Extremely big csv |
Denny |
2014-10-15 05:21:52 |
dear hxtt,
i have a csv files which size is about 4Gb
issuing "select * from csvfile limit 100" will last forever, consume memory & eventually crash
is there any way to do this efficiently .. i would have to take the whole file also to feed to another database, and probably have to run complex query (joins, subselect, aggregate)
please advice
regards
|
Re:Extremely big csv |
HXTT Support |
2014-10-15 06:13:48 |
Try
jdbc:csv:/d:/test/text/?_CSV_Header=true;_CSV_Quoter=;readOnlyMode=true;
|
Re:Re:Extremely big csv |
Denny |
2014-10-15 10:06:29 |
tried these:
maxScanRows=-1;readOnlyMode=true;soloMode=true;
still no change
can you confirm how much time it should be required to load 100 rows from 4gb csv with 10 columns ?
regards
|
Re:Re:Re:Extremely big csv |
HXTT Support |
2014-10-16 06:11:38 |
Checked. No relation with the connection property.
2014-10-16 fixed a load bug which waiting the thread to parse all CSV rows.
Please download the latest package.
|
Re:Re:Re:Re:Extremely big csv |
Denny |
2014-10-16 16:39:05 |
dear hxtt,
working very nice,
thank you for great support
regards
|
Re:Re:Re:Re:Re:Extremely big csv |
Denny |
2014-10-17 12:42:28 |
Hello,
i found a problem after the last update..
"select count(*) from any_table" always returns 1073741823
"select count(1) from any_table" : correct result
"select count(column1) from any_table" : correct result
can this be fixed ?
regards
|
Re:Re:Re:Re:Re:Re:Extremely big csv |
Denny |
2014-10-17 14:25:01 |
dear hxtt,
more problems coming one some csv file:
04:11:44,454 INFO [STDOUT] java.lang.NullPointerException
04:11:44,464 INFO [STDOUT] at com.hxtt.sql.text.b.if(Unknown Source)

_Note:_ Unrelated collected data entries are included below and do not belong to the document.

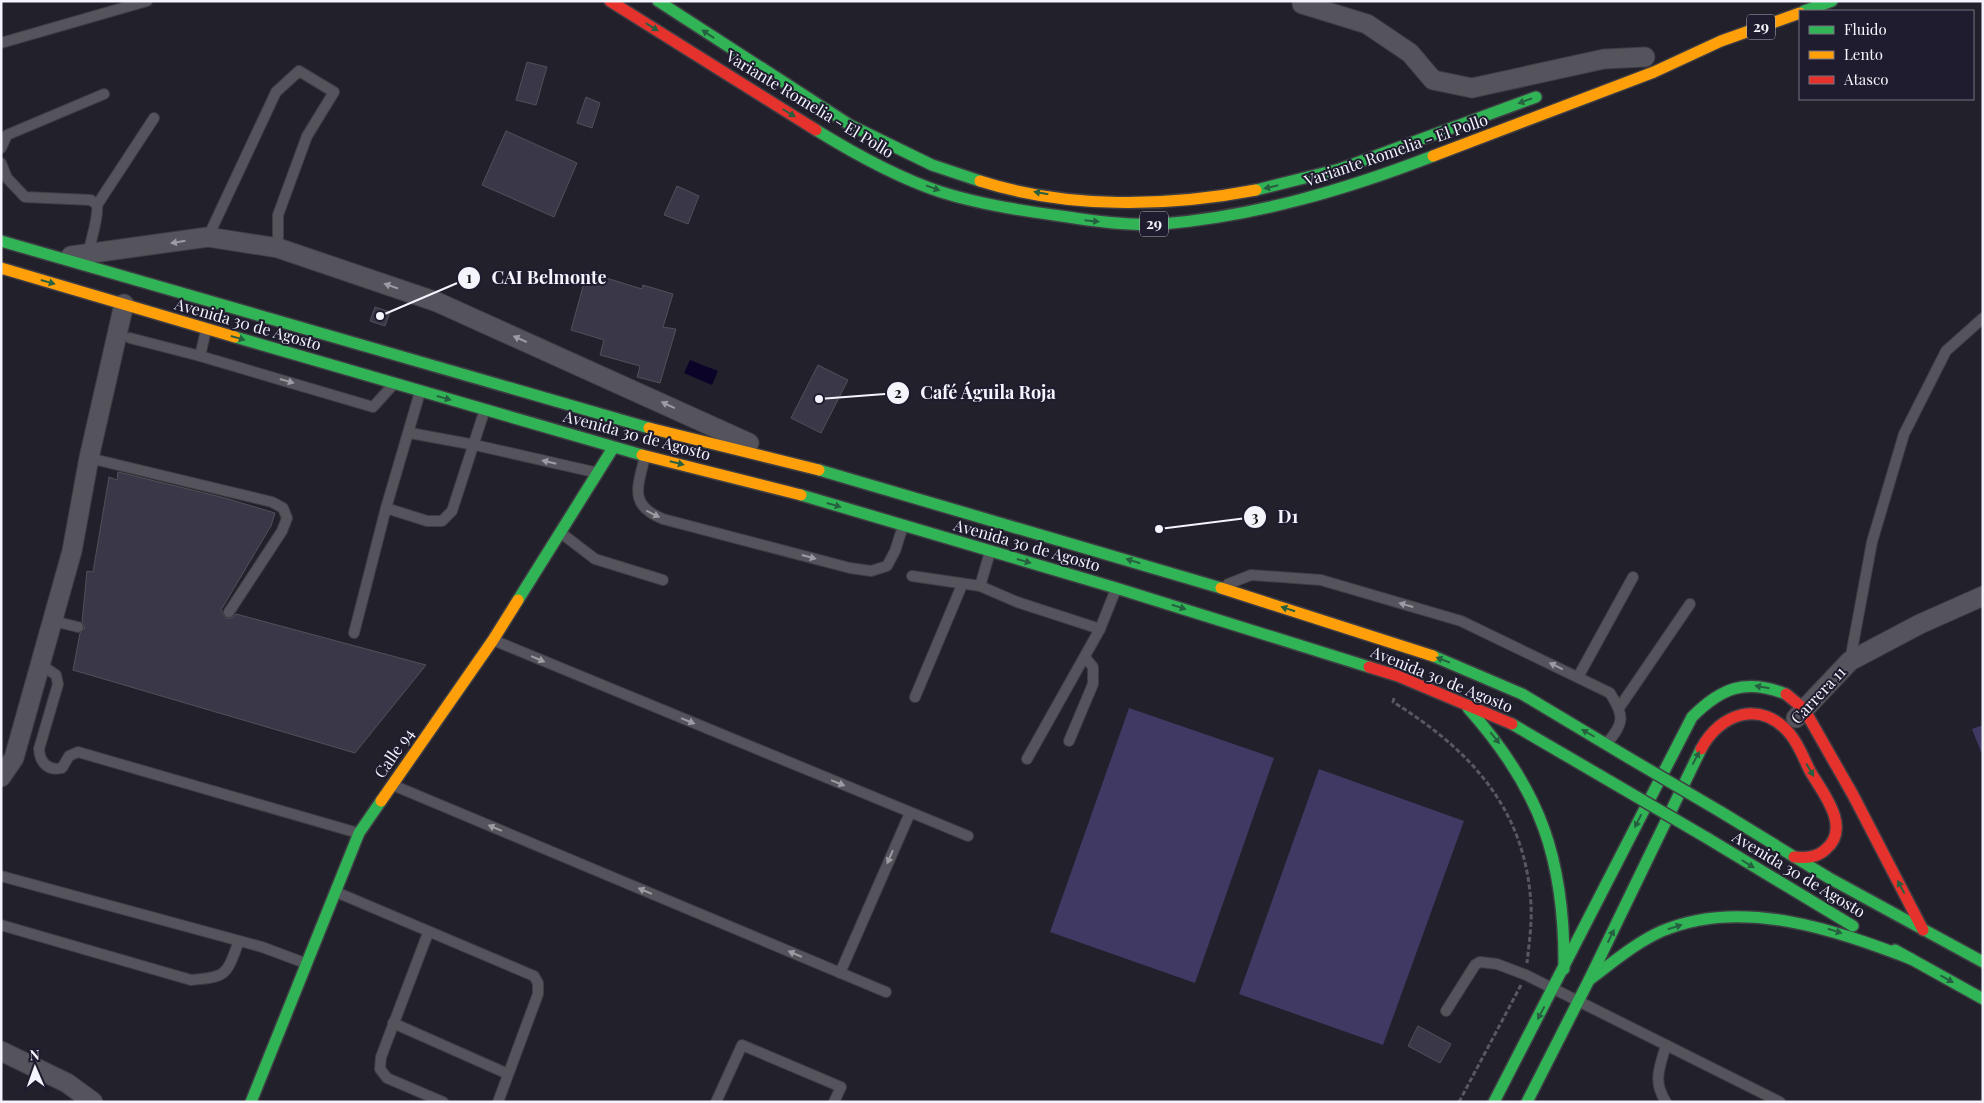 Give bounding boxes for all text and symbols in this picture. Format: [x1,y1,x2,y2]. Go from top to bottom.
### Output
legend [1799,10,1974,100]
road number: 29 [1747,15,1775,40]
text: Fluido [1844,19,1887,39]
one-way arrow [645,22,658,32]
one-way arrow [701,29,715,39]
street label: Variante Romelia - El Pollo [722,44,898,162]
text: Lento [1844,44,1883,64]
text: Atasco [1843,69,1888,89]
one-way arrow [1517,98,1532,105]
one-way arrow [783,108,796,118]
street label: Variante Romelia - El Pollo [1300,108,1490,191]
one-way arrow [1264,183,1279,191]
one-way arrow [926,184,941,192]
one-way arrow [1032,189,1048,197]
road number: 29 [1140,212,1168,236]
one-way arrow [1084,217,1100,225]
one-way arrow [169,238,185,246]
callout: CAI Belmonte [456,261,616,294]
text: CAI Belmonte [492,265,606,289]
text: 1 [466,267,472,287]
one-way arrow [41,278,56,286]
one-way arrow [383,282,398,290]
street label: Avenida 30 de Agosto [171,292,324,355]
one-way arrow [230,334,245,342]
one-way arrow [513,334,527,342]
callout: Café Águila Roja [885,377,1066,410]
one-way arrow [280,378,295,386]
text: Café Águila Roja [920,380,1056,404]
text: 2 [894,382,902,402]
one-way arrow [437,395,452,403]
one-way arrow [661,401,675,409]
street label: Avenida 30 de Agosto [560,405,713,464]
one-way arrow [542,458,557,466]
one-way arrow [670,459,685,467]
callout: D1 [1242,500,1308,533]
one-way arrow [827,501,842,509]
text: D1 [1278,504,1299,528]
text: 3 [1251,506,1259,526]
one-way arrow [646,511,660,519]
street label: Avenida 30 de Agosto [950,513,1103,576]
one-way arrow [802,553,817,561]
one-way arrow [1126,556,1141,564]
one-way arrow [1016,557,1031,565]
one-way arrow [1398,601,1414,609]
one-way arrow [1172,604,1187,612]
one-way arrow [1281,605,1296,612]
street label: Avenida 30 de Agosto [1367,640,1517,717]
one-way arrow [531,655,545,663]
one-way arrow [1435,656,1450,663]
street label: Carrera 11 [1785,661,1850,728]
one-way arrow [1549,662,1563,670]
one-way arrow [1753,683,1769,691]
one-way arrow [681,717,696,725]
street label: Calle 94 [369,724,418,782]
one-way arrow [1581,728,1594,737]
one-way arrow [1489,731,1500,744]
one-way arrow [1692,751,1701,765]
one-way arrow [1806,762,1814,777]
one-way arrow [831,779,846,787]
one-way arrow [1634,814,1642,829]
one-way arrow [487,824,502,832]
street label: Avenida 30 de Agosto [1728,825,1870,922]
one-way arrow [886,850,894,864]
one-way arrow [1742,859,1755,869]
one-way arrow [1897,880,1905,894]
one-way arrow [638,886,652,894]
one-way arrow [1668,923,1683,931]
one-way arrow [1828,928,1843,936]
one-way arrow [1607,929,1615,943]
one-way arrow [788,949,802,957]
one-way arrow [1940,975,1954,983]
one-way arrow [1537,1006,1545,1021]
north arrow [10,1043,60,1093]
text: N [29,1045,40,1064]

04:11:44,471 INFO [STDOUT] at com.hxtt.sql.text.b.a(Unknown Source)
04:11:44,475 INFO [STDOUT] at com.hxtt.sql.text.b.run(Unknown Source)
04:11:44,477 INFO [STDOUT] at java.lang.Thread.run(Thread.java:662)
java.sql.SQLException: Failed to go Record 132001 of table customer_dst2:Inner Error: a corrupted CSV Index File.
at com.hxtt.global.SQLState.setNextException(Unknown Source)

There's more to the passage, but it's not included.